(Given information Opens)
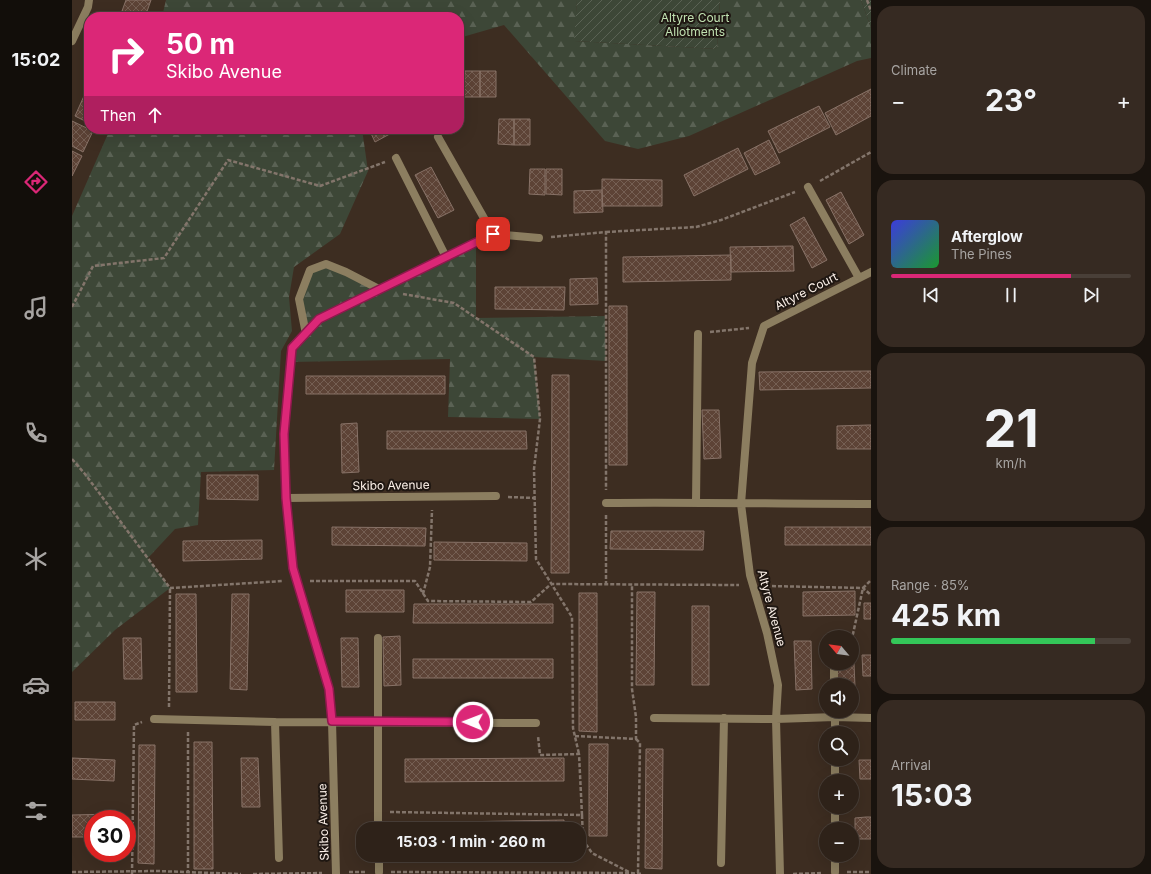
<!DOCTYPE html>
<html lang="en">
<head>
<meta charset="utf-8">
<style>
	:root { --surface:#2e2219; --page:#362a22; --text:#f1f3f6; --muted:#a7a4a2; --line:#493f38; --accent:#db2777 }
	body { margin:0; font-family:Inter,sans-serif; background:var(--page); color:var(--text); height:100vh; display:flex; flex-direction:column; font-size:15px; white-space:nowrap }
	* { box-sizing:border-box; margin:0 }
	p { font-size:13px; color:var(--muted) }
	.icon { flex:none; width:22px; height:22px; fill:none; stroke:currentColor; stroke-width:2; stroke-linecap:round; stroke-linejoin:round }
	.map { position:relative; flex:1; overflow:hidden }
	.drawer { display:flex; flex-direction:column; gap:6px; padding:6px; background:#19130e; width:280px }
	.drawer>* { flex:none }
	.hud { position:absolute; left:12px; top:12px; width:380px; height:122px; border-radius:16px; box-shadow:0 4px 16px #0002,0 0 0 1px var(--line); background:#db2777; color:#fff; overflow:hidden }
	.needle { width:26px; rotate:299deg }
	.controls { position:absolute; left:747px; top:630px; display:grid; gap:8px }
	.controls a { display:grid; place-items:center; width:40px; height:40px; border-radius:50%; background:var(--surface); box-shadow:0 4px 16px #0002,0 0 0 1px var(--line); font-size:20px }
	.speed { position:absolute; left:12px; top:810px; display:flex; gap:8px; font-size:20px; font-weight:700; text-align:center }
	.speed>* { display:grid; place-content:center; width:52px; height:52px; border-radius:50%; background:var(--surface); box-shadow:0 4px 16px #0002,0 0 0 1px var(--line); line-height:1 }
	.speed .limit { border:6px solid #d22; background:#fff; color:#111 }
	.pin { position:absolute; display:grid; place-items:center; width:34px; height:34px; color:#fff; margin:-17px; border-radius:8px; box-shadow:0 2px 6px #0006 }
	.me { position:absolute; width:44px; margin:-22px; rotate:271deg; stroke-linejoin:round; filter:drop-shadow(0 0 3px #0008) }
	.turn { display:flex; align-items:center; gap:14px; height:84px; padding:0 16px; font-size:18px }
	.turn .icon { width:52px; height:52px; stroke-width:2.5 }
	.turn b { display:block; font-size:28px; line-height:34px }
	.then { display:flex; align-items:center; height:38px; padding:0 16px; background:#0003; gap:8px; font-size:15px }
	.big { font-size:30px; font-weight:700; line-height:1.1 }
	.drawer .tile { flex:1; display:flex; flex-direction:column; justify-content:center; gap:6px; min-width:0; padding:0 14px; border-radius:16px; background:var(--page) }
	.drawer .dial { align-items:center; gap:0 }
	.dial b { font-size:52px; line-height:1 }
	.song { display:flex; align-items:center; gap:12px }
	.cover { width:48px; height:48px; border-radius:6px; background:linear-gradient(135deg,hsl(240 70% 55%),hsl(130 70% 35%)) }
	.played { height:4px; border-radius:2px; background:linear-gradient(90deg,var(--accent) 75%,var(--line) 75%) }
	.keys { display:flex; justify-content:space-around; direction:ltr }
	.heat { display:flex; justify-content:space-between; align-items:center; font-size:22px; direction:ltr }
	.charge { height:6px; border-radius:3px; background:linear-gradient(90deg,#34c759 85%,var(--line) 0) }
	.trip { position:absolute; left:284px; top:822px; width:230px; height:40px; border-radius:16px; background:var(--surface); box-shadow:0 4px 16px #0002,0 0 0 1px var(--line); font-weight:700; line-height:40px; text-align:center }
	main { display:flex; flex:1; min-height:0 }
	.dock { display:flex; flex-direction:column; width:72px; justify-content:space-around; align-items:center; background:#120e0a; color:var(--muted) }
	.dock .icon { width:28px; height:28px }
	.dock .current { color:var(--accent) }
	.dock b { font-size:18px; color:var(--text) }
	.map>svg:first-child { display:block }
	.forest { fill:url(#forest-firs) }
	.garden { fill:url(#garden-furrows) }
	.building { fill:url(#building-cross-hatch); stroke:#887267 }
	.lines { fill:none; stroke-linecap:round; stroke-linejoin:round }
	.path { stroke:#83756b; stroke-width:2.5; stroke-dasharray:4 2; stroke-linecap:butt }
	.service { stroke:#8c7e60; stroke-width:8 }
	.minor { stroke:#8c7e60; stroke-width:8 }
	.route-casing { stroke:#8e194d; stroke-width:10 }
	.route { stroke:#db2777; stroke-width:7 }
	.labels { text-anchor:middle; dominant-baseline:central; stroke-width:4; stroke-linejoin:round; paint-order:stroke }
	.park-label { font-size:12px; fill:#c0e1b1; stroke:#1f1712 }
	.street-label { font-size:12px; fill:#fcf1e9; stroke:#1f1712 }
</style>
</head>
<body>
<main>
<nav class="dock">
<b>15:02</b>
<svg class="icon current" aria-label="directions" viewBox="0 0 24 24"><path d="M12 3l9 9-9 9-9-9zM9 14v-3h6M13 9l2 2-2 2"/></svg>
<svg class="icon" aria-label="music" viewBox="0 0 24 24"><path d="M9 18V5l10-2v13"/><circle cx="6" cy="18" r="3"/><circle cx="16" cy="16" r="3"/></svg>
<svg class="icon" aria-label="phone" viewBox="0 0 24 24"><path d="M5 4h4l2 5-3 2q2 4 5 5l2-3 5 2v4C11 20 4 13 5 4z"/></svg>
<svg class="icon" aria-label="climate" viewBox="0 0 24 24"><path d="M12 3v18M4 7l16 10M4 17L20 7"/></svg>
<svg class="icon" aria-label="car" viewBox="0 0 24 24"><path d="M5 17H2v-5l4-1 3-4h7l3 4 3 1v5h-3M9 17h6M6 11h13"/><circle cx="7" cy="17" r="2"/><circle cx="17" cy="17" r="2"/></svg>
<svg class="icon" aria-label="filters" viewBox="0 0 24 24"><path d="M4 7h16M4 17h16"/><circle cx="9" cy="7" r="2"/><circle cx="15" cy="17" r="2"/></svg>
</nav>
<div class="map">
<svg width="799" height="874" viewBox="0 0 799 874">
	<defs>
		<pattern id="forest-firs" width="22" height="20" patternUnits="userSpaceOnUse"><rect width="22" height="20" fill="#3d4737"/><path d="M5 1l3.5 6h-7zM16 11l3.5 6h-7z" fill="#5a6254"/></pattern>
		<pattern id="garden-furrows" width="10" height="10" patternUnits="userSpaceOnUse"><rect width="10" height="10" fill="#3d4737"/><path d="M-1 1l2-2M0 10L10 0M9 11l2-2" fill="none" stroke="#5a6254"/></pattern>
		<pattern id="building-cross-hatch" width="8" height="8" patternUnits="userSpaceOnUse"><rect width="8" height="8" fill="#5d4336"/><path d="M0 0l8 8M0 8l8-8" fill="none" stroke="#755f53"/></pattern>
	</defs>
	<rect width="100%" height="100%" fill="#3d2d21"/>
	<path class="forest" d="M94,0H505L503,41L645,49L648,0H789L799,28V58L785,61L617,136L566,149L533,141L432,25L387,38V17H90Z
		M38,129H290L296,171L268,234L222,267L217,297L220,331L209,351L202,470L129,472L126,525L103,529L76,558L98,588L43,630L0,672V216Z
		M404,243V318L533,316L534,361L462,357L468,419L376,417L378,359L219,362L233,334L227,299L238,270L254,264L307,289Z"/>
	<path class="garden" d="M505,0H648L645,49L502,41Z
		M789,0H799V28Z"/>
	<path class="building" d="M54,0H79L73,17H66L50,11Z
		M393,71H408V97H392Z
		M408,71H424V97H408Z
		M799,89V116L764,135L753,113Z
		M12,96L17,98V123L3,116Z
		M747,106L758,127L707,153L696,131Z
		M427,119H442V145L426,144Z
		M442,119H458V145H442Z
		M0,121L21,131L11,152L0,146Z
		M297,129H327L303,142Z
		M697,140L708,163L683,175L672,153Z
		M666,148L676,169L622,196L612,175Z
		M0,151L10,156L0,176Z
		M359,167L382,210L366,218L343,175Z
		M458,169H473V195L457,194Z
		M474,169H490V195L474,194Z
		M530,179L590,180V206H530Z
		M530,190L531,212L502,213V191Z
		M769,192L792,235L777,244L754,200Z
		M732,217L755,260L740,268L718,225Z
		M721,246L722,271L659,272L658,247Z
		M659,255V280L551,282V257Z
		M525,278L526,304L498,305V279Z
		M423,287H493L492,310L423,309Z
		M537,306H555V465H537Z
		M796,371H799V388L688,390L687,372Z
		M480,375H497V573H479Z
		M234,376H373V394H234Z
		M630,410H647L649,458L632,459Z
		M285,423L287,472L270,473L269,424Z
		M796,425H799V449H765V426Z
		M315,431H454L455,449H315Z
		M135,475H186V500L135,499Z
		M260,527L354,528L353,546L260,545Z
		M713,527H799V545H713Z
		M539,531H632L631,550L538,549Z
		M190,540V559L111,561V541Z
		M362,542L455,543V561L362,560Z
		M274,590H332V612H274Z
		M783,591V615L731,616V592Z
		M565,592H583L582,685H564Z
		M507,593H525V732L507,731Z
		M104,594H124L125,692H104Z
		M160,594H177L175,690L158,689Z
		M792,603H799V619H792Z
		M342,604H481V623H341Z
		M620,606H637V685H620Z
		M328,636L329,685L312,686L311,637Z
		M51,638H69L70,679H52Z
		M269,638H286L287,687H270Z
		M780,639H781L783,687L780,688V685H765V663H780Z
		M722,641H739L740,689L724,690Z
		M790,655H799V676H791Z
		M341,659H481V678H341Z
		M3,702H43V720H3Z
		M122,742H140L141,869H122Z
		M517,744H536L535,836H517Z
		M67,745H83L82,864L66,863Z
		M574,749H591L590,869L573,868Z
		M0,758L43,760L42,781L0,779Z
		M169,758H186L188,807H170Z
		M492,758V781L333,782V759Z
		M787,760H799V779H788Z
		M41,814V819H21V837H0V815Z
		M794,817H799V839H783V818Z
		M492,820V829H328V823Z"/>
	<g class="lines">
		<path class="path" d="M795,0L799,11
			M748,181L799,152
			M534,232L624,227L649,220L723,192
			M479,237L534,232V490
			M331,294L382,303L462,357L468,419L462,469L464,559L500,617L501,728L507,754
			M0,307L21,266L92,258L156,160L248,186L313,162
			M638,332L677,328
			M0,459L13,474L98,588L211,581
			M436,497L463,498
			M534,515V585
			M238,581H343L356,601L459,602L479,584L667,585
			M694,586L791,588L799,595
			M351,594L358,567L360,510
			M774,635L781,634L791,588L799,580
			M97,707L98,588
			M116,732V873
			M503,736L564,739V717L560,689V585
			M564,739L568,743L566,873
			M318,812L510,815L507,754L468,755L466,736
			M510,815L511,840L520,853L557,872
			M0,872L85,871L169,874
			M277,872H294
			M319,872L558,873L571,874
			M775,872H799
			M60,874L62,725L70,722
			M181,874L250,873
			M721,874L750,873"/>
		<path class="service" d="M324,158L374,257"/>
		<path class="minor" d="M0,41L16,7L17,0
			M366,137L421,234L467,238
			M736,187L787,278
			M234,334L227,299L238,270L254,264L274,272L307,289
			M214,498L424,496
			M624,502L626,334
			M534,503C622,502 711,504 799,504
			M761,635L762,637
			M306,638V829
			M762,663V685
			M763,711V733
			M582,718L704,719L763,717L799,718
			M82,719L203,722L464,723
			M203,722L207,858
			M763,759V781
			M763,807V829
			M307,855V872
			M763,855V872
			M649,863L652,718
			M264,874L260,721L257,689L221,568L214,498L212,434L220,348L247,319L421,234
			M708,874L704,719L706,685L695,633L678,575L669,504L680,363L692,326L799,272"/>
	</g>
	<g class="lines">
		<defs>
			<path id="route" d="M401,722L260,721L257,689L221,568L214,498L212,434L220,348L247,319L421,234"/>
		</defs>
		<use href="#route" class="route-casing"/>
		<use href="#route" class="route"/>
	</g>
	<g class="labels">
		<g class="park-label">
			<text x="623" y="17">Altyre Court<tspan x="623" dy="14">Allotments</tspan></text>
		</g>
		<g class="street-label">
			<text transform="translate(734 291) rotate(-27)">Altyre Court</text>
			<text transform="translate(319 485) rotate(-1)">Skibo Avenue</text>
			<text transform="translate(700 608) rotate(75)">Altyre Avenue</text>
			<text transform="translate(251 822) rotate(-92)">Skibo Avenue</text>
		</g>
	</g>
</svg>
<div class="controls">
<a><svg class="needle" viewBox="-14 -14 28 28"><path d="M0-13l5 13h-10z" fill="#e53935"/><path d="M0 13l5-13h-10z" fill="#a7a4a2"/></svg></a>
<a><svg class="icon" aria-label="sound" viewBox="0 0 24 24"><path d="M4 9h4l5-4v14l-5-4H4zM17 9q2 3 0 6"/></svg></a>
<a><svg class="icon" aria-label="search" viewBox="0 0 24 24"><circle cx="10" cy="10" r="6"/><path d="M15 15l6 6"/></svg></a>
<a>+</a>
<a>−</a>
</div>
<div class="speed"><div class="limit">30</div></div>
<div class="pin" style="left:421px;top:234px;background:#d93025"><svg class="icon" aria-label="arrive" viewBox="0 0 24 24"><path d="M6 21V4h12l-3 4 3 4H6"/></svg></div>
<svg class="me" style="left:401px;top:722px" viewBox="-20 -20 40 40"><circle r="17" fill="#db2777" stroke="#fff" stroke-width="3"/><path d="M0-11L8 9 0 5-8 9z" fill="#fff"/></svg>
<div class="trip">15:03 · 1 min · 260 m</div>
<div class="hud">
<div class="turn"><svg class="icon" aria-label="right" viewBox="0 0 24 24"><path d="M7 20v-9h11M14 6l5 5-5 5"/></svg><div><b>50 m</b>Skibo Avenue</div></div>
<div class="then">Then<svg class="icon" aria-label="ahead" viewBox="0 0 24 24"><path d="M12 20V5M6 11l6-6 6 6"/></svg></div>
</div>
</div>
<section class="drawer">
<div class="tile"><p>Climate</p>
<div class="heat"><a>−</a><b class="big">23°</b><a>+</a></div>
</div>
<div class="tile">
<div class="song"><i class="cover"></i><div><b>Afterglow</b><p>The Pines</p></div></div>
<div class="played"></div>
<div class="keys"><svg class="icon" aria-label="previous" viewBox="0 0 24 24"><path d="M18 5L8 12l10 7zM5 5v14"/></svg><svg class="icon" aria-label="pause" viewBox="0 0 24 24"><path d="M8 5v14M16 5v14"/></svg><svg class="icon" aria-label="next" viewBox="0 0 24 24"><path d="M6 5l10 7-10 7zM19 5v14"/></svg></div>
</div>
<div class="tile dial"><b>21</b><p>km/h</p></div>
<div class="tile"><p>Range · 85%</p><b class="big">425 km</b><div class="charge"></div></div>
<div class="tile"><p>Arrival</p><b class="big">15:03</b></div>
</section>
</main>
</body>
</html>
(Given information Closes)
● Work to complete:
In the records above, the line with "M539,531H632L631,550L538,549Z" marks the start and the line with "M97,707L98,588" marks the end; copy that stretch exactly, both lines included, and nothing else.

● Reply to the exercise:
		M539,531H632L631,550L538,549Z
		M190,540V559L111,561V541Z
		M362,542L455,543V561L362,560Z
		M274,590H332V612H274Z
		M783,591V615L731,616V592Z
		M565,592H583L582,685H564Z
		M507,593H525V732L507,731Z
		M104,594H124L125,692H104Z
		M160,594H177L175,690L158,689Z
		M792,603H799V619H792Z
		M342,604H481V623H341Z
		M620,606H637V685H620Z
		M328,636L329,685L312,686L311,637Z
		M51,638H69L70,679H52Z
		M269,638H286L287,687H270Z
		M780,639H781L783,687L780,688V685H765V663H780Z
		M722,641H739L740,689L724,690Z
		M790,655H799V676H791Z
		M341,659H481V678H341Z
		M3,702H43V720H3Z
		M122,742H140L141,869H122Z
		M517,744H536L535,836H517Z
		M67,745H83L82,864L66,863Z
		M574,749H591L590,869L573,868Z
		M0,758L43,760L42,781L0,779Z
		M169,758H186L188,807H170Z
		M492,758V781L333,782V759Z
		M787,760H799V779H788Z
		M41,814V819H21V837H0V815Z
		M794,817H799V839H783V818Z
		M492,820V829H328V823Z"/>
	<g class="lines">
		<path class="path" d="M795,0L799,11
			M748,181L799,152
			M534,232L624,227L649,220L723,192
			M479,237L534,232V490
			M331,294L382,303L462,357L468,419L462,469L464,559L500,617L501,728L507,754
			M0,307L21,266L92,258L156,160L248,186L313,162
			M638,332L677,328
			M0,459L13,474L98,588L211,581
			M436,497L463,498
			M534,515V585
			M238,581H343L356,601L459,602L479,584L667,585
			M694,586L791,588L799,595
			M351,594L358,567L360,510
			M774,635L781,634L791,588L799,580
			M97,707L98,588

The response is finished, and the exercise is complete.